Vail Daily column: A pathway to prosperity
I listened to a longtime Vail thought leader discuss how the town is not economically sustainable. A recent report by RealtyTrac shows Eagle County as the “least” affordable county in the country with housing being 138 percent of the average wage. The report cited other counties that Eagle edged out for first place (Brooklyn, New York, which needs 126 percent, and Marin County, California, which needs 119 percent). The other two markets have a huge advantage over Eagle, with millions of high-paying jobs within 50 miles that allow professionals to easily move up the socio-economic ladder if desired.
So how did Vail end up where it is? We can slice and dice decades of planning and zoning, but we can also analyze the ecosystem to determine how it may help us move into the future toward sustainability. Just as a company has a culture that can help to produce bottom line results, communities also can use their culture to do the same.
The difficulty of planning for the future is the allocation of resources. Often, resources aren’t spent to mitigate running into issues like affordability, but they are spent on initiatives that cross a critical line to become a crisis. Post-crisis, resources tend to be spent exponentially over what would have been spent in smaller increments over a longer period. An example of this nationally was decades of discussion around healthcare costs without any action. As crisis spawned, decisions were made in haste that are now much more costly than if the problems would have been addressed earlier.
Our national debt is a good example of two ways to grow out of a problem. There are two pathways — the government can right size itself, or we can rely on economic growth of GDP to help reduce our overall exposure and allow for the re-payment at a faster pace. The answer is not an either/or decision, but combination is usually more practical than when dealing with large macro issues.
In Vail, the choices of cutting vs. growth are trickier when the crisis appears to be something you that must spend your way out of. Spending to subsidize housing, spending to buy land, spending to provide better transit and my favorite type of spending — spending to plan a plan that will be a plan until the next group develops a plan. This last example also links to the saying “doing nothing is a defined strategy.”

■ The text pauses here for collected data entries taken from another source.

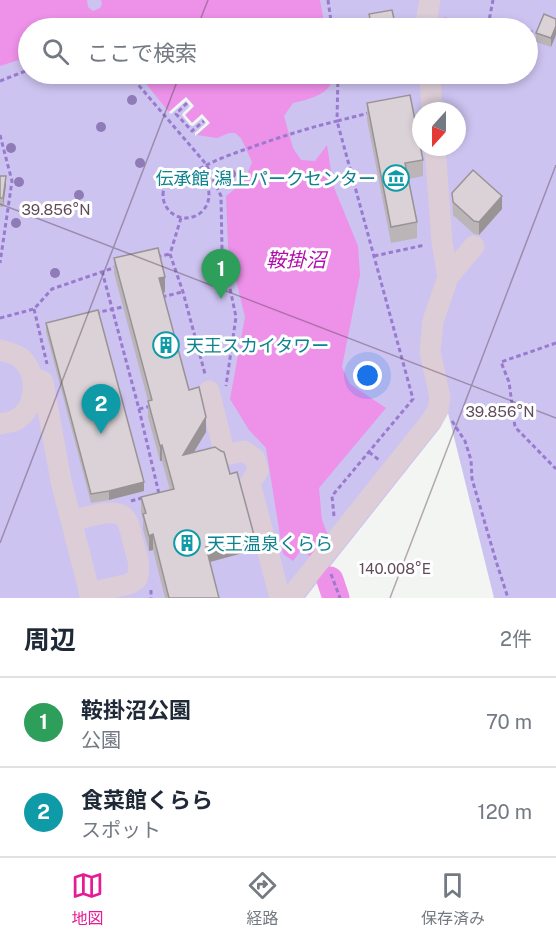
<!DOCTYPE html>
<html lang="ja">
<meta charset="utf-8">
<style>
:root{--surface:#fff;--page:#f2f2f3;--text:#1f2937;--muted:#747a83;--line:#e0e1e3;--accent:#e61c95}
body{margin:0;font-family:"Public Sans","Noto Sans JP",sans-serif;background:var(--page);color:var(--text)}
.compass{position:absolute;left:412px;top:102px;width:54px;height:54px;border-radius:50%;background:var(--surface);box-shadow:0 3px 9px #0003;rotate:201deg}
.you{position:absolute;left:368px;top:376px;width:21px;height:21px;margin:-15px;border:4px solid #fff;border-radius:50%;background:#1a73e8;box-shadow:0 0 0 9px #1a73e833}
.badge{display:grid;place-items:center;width:39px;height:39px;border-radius:50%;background:var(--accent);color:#fff;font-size:20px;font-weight:700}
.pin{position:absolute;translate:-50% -50px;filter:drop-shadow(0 2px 3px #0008)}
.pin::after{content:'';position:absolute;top:32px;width:21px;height:18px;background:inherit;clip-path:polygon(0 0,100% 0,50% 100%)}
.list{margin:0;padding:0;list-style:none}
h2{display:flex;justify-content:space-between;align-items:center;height:78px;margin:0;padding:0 24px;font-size:26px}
h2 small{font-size:20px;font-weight:400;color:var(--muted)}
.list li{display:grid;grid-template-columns:39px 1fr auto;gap:18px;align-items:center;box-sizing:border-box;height:90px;padding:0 24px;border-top:2px solid var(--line)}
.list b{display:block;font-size:22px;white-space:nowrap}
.list p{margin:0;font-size:20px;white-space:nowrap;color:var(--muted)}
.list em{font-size:20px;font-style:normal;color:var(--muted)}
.icon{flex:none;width:33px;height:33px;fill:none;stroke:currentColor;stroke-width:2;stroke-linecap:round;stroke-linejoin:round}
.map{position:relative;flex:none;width:556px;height:598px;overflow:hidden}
.search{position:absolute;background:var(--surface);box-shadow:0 3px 9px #0003;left:18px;right:18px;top:18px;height:66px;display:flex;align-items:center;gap:15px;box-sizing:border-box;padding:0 21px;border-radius:33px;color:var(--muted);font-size:22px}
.sheet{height:258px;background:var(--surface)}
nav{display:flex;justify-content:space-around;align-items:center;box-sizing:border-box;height:84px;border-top:2px solid var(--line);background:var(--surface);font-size:16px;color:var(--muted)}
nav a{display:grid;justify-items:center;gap:3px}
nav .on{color:var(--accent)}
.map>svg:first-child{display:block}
.green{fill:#cdc3f0;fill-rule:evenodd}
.water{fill:#ed91e9}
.pier{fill:#f3f5f3}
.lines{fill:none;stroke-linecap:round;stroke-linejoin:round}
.river{stroke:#ed91e9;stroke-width:27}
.path{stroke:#987bcf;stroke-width:3;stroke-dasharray:4.5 3;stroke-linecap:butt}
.minor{stroke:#dccdd7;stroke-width:21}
.tree{fill:#8f7bb6}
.wall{fill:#bbb5b8}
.shaded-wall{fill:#999396}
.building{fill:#dad2d6;stroke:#999396;stroke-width:1.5}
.ticks{fill:none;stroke:#614a5a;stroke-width:1.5;stroke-opacity:0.45}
.labels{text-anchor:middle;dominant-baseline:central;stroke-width:6;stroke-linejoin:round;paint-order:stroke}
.culture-label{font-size:18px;fill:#0d838f;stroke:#fff;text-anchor:start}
.water-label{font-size:20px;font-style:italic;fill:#b10daa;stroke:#fff}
.ticks-label{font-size:15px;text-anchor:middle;fill:#614a5a;stroke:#fff;stroke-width:6;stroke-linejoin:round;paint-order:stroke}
</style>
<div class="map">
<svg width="556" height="598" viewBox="0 0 556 598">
<rect width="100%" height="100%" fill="#f3f5f3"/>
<path class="green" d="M 0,0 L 556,0 L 556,598 L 494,598 L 448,413 L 440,428 L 305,598 L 0,598 ZM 28,28 L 528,28 L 528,74 L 28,74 ZM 421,111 L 457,111 L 457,147 L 421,147 Z"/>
<path class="water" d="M 0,0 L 87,0 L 88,7 L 93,11 L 100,8 L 102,4 L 101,0 L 320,0 L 325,28 L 28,28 L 28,57 L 0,66 Z
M 138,74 L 332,74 C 332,77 332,80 331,83 C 326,96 305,100 293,103 L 284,116 L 293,148 L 301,160 L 315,161 L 327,145 L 333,185 L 358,246 L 360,275 L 342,367 L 350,384 L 386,408 L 319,488 L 322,522 L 293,561 L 283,554 L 266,448 L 249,430 L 230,399 L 245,317 L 228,247 L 226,196 C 240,186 246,179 252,162 L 241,138 L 235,133 L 229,133 L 217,138 L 197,135 L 210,123 L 202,114 L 192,123 L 185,115 L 194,106 L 186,97 L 169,112 Z"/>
<path class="pier" d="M 186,97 L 194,106 L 185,115 L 192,123 L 202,114 L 210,123 L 195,136 L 195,133 L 206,123 L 202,118 L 193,126 L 190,125 L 182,115 L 183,113 L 190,106 L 186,101 L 171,114 L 169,112 Z"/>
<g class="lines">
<path class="river" d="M 300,500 L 317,545
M 330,580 L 336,598"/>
<path class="path" d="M 328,0 L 332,28
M 444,19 L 507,28
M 488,26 L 493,0
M 528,32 L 533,32
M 129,74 L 206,164 L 221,196 L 222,250 L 236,317 L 226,386
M 0,81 L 28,70
M 187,103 L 176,114 L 192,131 L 204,121
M 0,135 L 12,181 L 0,263
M163 195a23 23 0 1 1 46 0a23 23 0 1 1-46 0Z
M 193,173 C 211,161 232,154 252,147 C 280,137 308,128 337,121 L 338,74
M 181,218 L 170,254 L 183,292 L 205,374
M 374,256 L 425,245
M 157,257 L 170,254
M 102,271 L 139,409 L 159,494 L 157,494
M 162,297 L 182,292
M 34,309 L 47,364
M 95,313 L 127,306
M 0,318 L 34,309 L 52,289 L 116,267
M 556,343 L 501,362 L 509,382 L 515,427 L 556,469
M 139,409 L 151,406
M 452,421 L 465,441 L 471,460 L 472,479 L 496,561 L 508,598
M 369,452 L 379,460
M 131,501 L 145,497
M 334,516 L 332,496 L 413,399 L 337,121 L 369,113
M 331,574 L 340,598
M 151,590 L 151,598"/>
<path class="minor" d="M 428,28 L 427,17 L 430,0
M 430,74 L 432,111
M 435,147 L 442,242 L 448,277
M 0,350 C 7,352 17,354 22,359 C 39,376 37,410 14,421 C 10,422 4,423 0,424
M 33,377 L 43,382 L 61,481 L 91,598
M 209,391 L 225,455 L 244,451 L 255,459 L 258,471 L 250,483 L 280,598
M 72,521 C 84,518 112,508 123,516 C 130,522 131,534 133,542 C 137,555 141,566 137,579 L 129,584 L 89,593
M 290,598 L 431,421 L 438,410 L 440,397 L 430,352 L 433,321 L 448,277 L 474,246"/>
</g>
<g class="tree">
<circle cx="132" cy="100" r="5"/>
<circle cx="101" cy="127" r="5"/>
<circle cx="11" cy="148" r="5"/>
<circle cx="140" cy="163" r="5"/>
<circle cx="231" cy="174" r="5"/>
<circle cx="19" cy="182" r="5"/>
<circle cx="79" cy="195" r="5"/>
<circle cx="16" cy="223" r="5"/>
<circle cx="55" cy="273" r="5"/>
</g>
<path class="wall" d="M 556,19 L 556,35 L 551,47 L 536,42 L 536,33 Z
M 367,103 L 423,160 L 423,176 L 409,179 L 417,222 L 417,238 L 391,243 L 367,120 Z
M 0,176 L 6,185 L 3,207 L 0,207 Z
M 452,193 L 502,209 L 479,235 L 474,234 L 453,215 Z
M 114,258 L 165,292 L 163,293 L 189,390 L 206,432 L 194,452 L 230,474 L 254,550 L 210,562 L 219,598 L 165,598 L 153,550 L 149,551 L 143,529 L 143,520 L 141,512 L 141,497 L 170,490 L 162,461 L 160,461 L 148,417 L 148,401 L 114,273 Z
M 46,323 L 144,491 L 109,500 L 91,503 L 46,332 Z"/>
<path class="shaded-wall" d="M 556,26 L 556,35 L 551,47 L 551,38 Z
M 6,176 L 6,185 L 3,207 L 3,198 Z
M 502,196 L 502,209 L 479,235 L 479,222 Z
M 165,277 L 165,292 L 159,294 L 159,278 Z
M 206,417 L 206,432 L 183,470 L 183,455 Z
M 162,445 L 162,461 L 160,461 L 160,446 Z
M 144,482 L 144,491 L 109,500 L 109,491 Z
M 153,534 L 153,550 L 149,551 L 149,536 Z
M 254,535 L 254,550 L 206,563 L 206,547 Z"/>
<path class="building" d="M 392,10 L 396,28 L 372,28 L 369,14 Z
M 544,14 L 556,19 L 556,26 L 551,38 L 536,33 Z
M 410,95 L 423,160 L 405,163 L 417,222 L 391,227 L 367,103 Z
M 473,170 L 502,196 L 479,222 L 474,221 L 453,202 L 452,193 Z
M 0,176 L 6,176 L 3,198 L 0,198 Z
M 158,248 L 165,277 L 159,278 L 189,390 L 199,387 L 206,417 L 183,455 L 215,447 L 221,451 L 224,452 L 230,474 L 237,472 L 254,535 L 206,547 L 219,598 L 169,598 L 153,534 L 149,536 L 143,514 L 146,513 L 141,497 L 174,489 L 162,445 L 160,446 L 148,401 L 152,400 L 114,258 Z
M 98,310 L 144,482 L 109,491 L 91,494 L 46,323 Z"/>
<path class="ticks" d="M 197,28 L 208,0M 0,204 L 556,418M 0,543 L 180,74M 390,598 L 556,165"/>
<defs>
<g id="museum-ring" transform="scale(1.35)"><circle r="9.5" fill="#fff" stroke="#0f9aa8" stroke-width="1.5"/><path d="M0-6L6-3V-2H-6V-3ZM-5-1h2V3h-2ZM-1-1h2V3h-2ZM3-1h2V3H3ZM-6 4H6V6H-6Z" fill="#0f9aa8"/></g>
<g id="building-ring" transform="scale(1.35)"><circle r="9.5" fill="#fff" stroke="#0f9aa8" stroke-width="1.5"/><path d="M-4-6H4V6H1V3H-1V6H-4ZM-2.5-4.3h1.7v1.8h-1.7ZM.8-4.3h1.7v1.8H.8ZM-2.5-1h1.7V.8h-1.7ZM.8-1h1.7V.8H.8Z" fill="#0f9aa8"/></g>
</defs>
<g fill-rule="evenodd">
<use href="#museum-ring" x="396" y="178"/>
<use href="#building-ring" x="166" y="345"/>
<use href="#building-ring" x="187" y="543"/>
</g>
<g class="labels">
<g class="culture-label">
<text x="376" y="178" text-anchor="end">伝承館 潟上パークセンター</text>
<text x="186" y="345">天王スカイタワー</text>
<text x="207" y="543">天王温泉くらら</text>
</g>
<g class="water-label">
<text x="296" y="260">鞍掛沼</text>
</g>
</g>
<g class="ticks-label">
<text x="56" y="215">39.856°N</text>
<text x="500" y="417">39.856°N</text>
<text x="395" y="574">140.008°E</text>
</g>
</svg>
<svg class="compass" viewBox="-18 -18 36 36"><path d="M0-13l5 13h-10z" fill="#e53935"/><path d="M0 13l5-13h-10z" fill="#747a83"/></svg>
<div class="you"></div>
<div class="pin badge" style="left:221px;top:299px;background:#2e9e5b">1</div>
<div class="pin badge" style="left:101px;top:434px;background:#0f9aa8">2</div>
<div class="search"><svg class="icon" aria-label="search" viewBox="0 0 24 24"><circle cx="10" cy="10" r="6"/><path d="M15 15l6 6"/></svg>ここで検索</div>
</div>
<section class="sheet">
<h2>周辺<small>2件</small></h2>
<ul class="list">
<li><span class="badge" style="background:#2e9e5b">1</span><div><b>鞍掛沼公園</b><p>公園</p></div><em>70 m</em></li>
<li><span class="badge" style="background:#0f9aa8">2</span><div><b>食菜館くらら</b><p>スポット</p></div><em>120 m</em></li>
</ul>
</section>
<nav>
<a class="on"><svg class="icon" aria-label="map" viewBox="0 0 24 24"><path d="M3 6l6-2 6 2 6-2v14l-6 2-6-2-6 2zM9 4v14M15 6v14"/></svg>地図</a>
<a><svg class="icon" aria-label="directions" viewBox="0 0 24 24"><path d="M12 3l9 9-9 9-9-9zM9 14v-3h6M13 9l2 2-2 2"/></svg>経路</a>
<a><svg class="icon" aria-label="saved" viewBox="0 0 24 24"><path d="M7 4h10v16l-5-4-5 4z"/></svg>保存済み</a>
</nav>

In 1636, as our country was being founded, a man named John Harvard insisted that this new land be seeded with an institution that brought his home country much prosperity — a university, a place where social mobility became an outcome of the investment in education that provided dividends to a nation for decades after the course work. Harvard quickly became a community asset where men (and women) developed their core skills to advance the country in new directions, with new ideas to concur the challenges of the day.
This pathway to prosperity unlocks the hidden value in a society or a community.
In Eagle County, we have no idea the hidden value of our talent, but with the growth of the human mind, new ideas will arise and growth will occur without relying exclusively on spending. Housing will begin to be more affordable due to a well-educated workforce of professionals earning the top wages for their field compared to national averages. This strategy won’t address housing for all levels of income, but it will start to secure the professional base in the valley that will ensure a stable economic base through higher retention levels.
Complex issues can overwhelm a community, and crisis mode can create a knee-jerk approach. A simple two-step process that has the potential to lead a community to sustainability: One, educate yourself to the next level of performance; two, give the gift of your education to those around you to elevate their performance. For many adults, learning has become a thing of their past. Learning has become something that appears during a conference or a lecture series. Although you may find inspiration during a speaker series, true skill-building and unlocking of our community value will occur at faster rates through the same diligence required at the university level.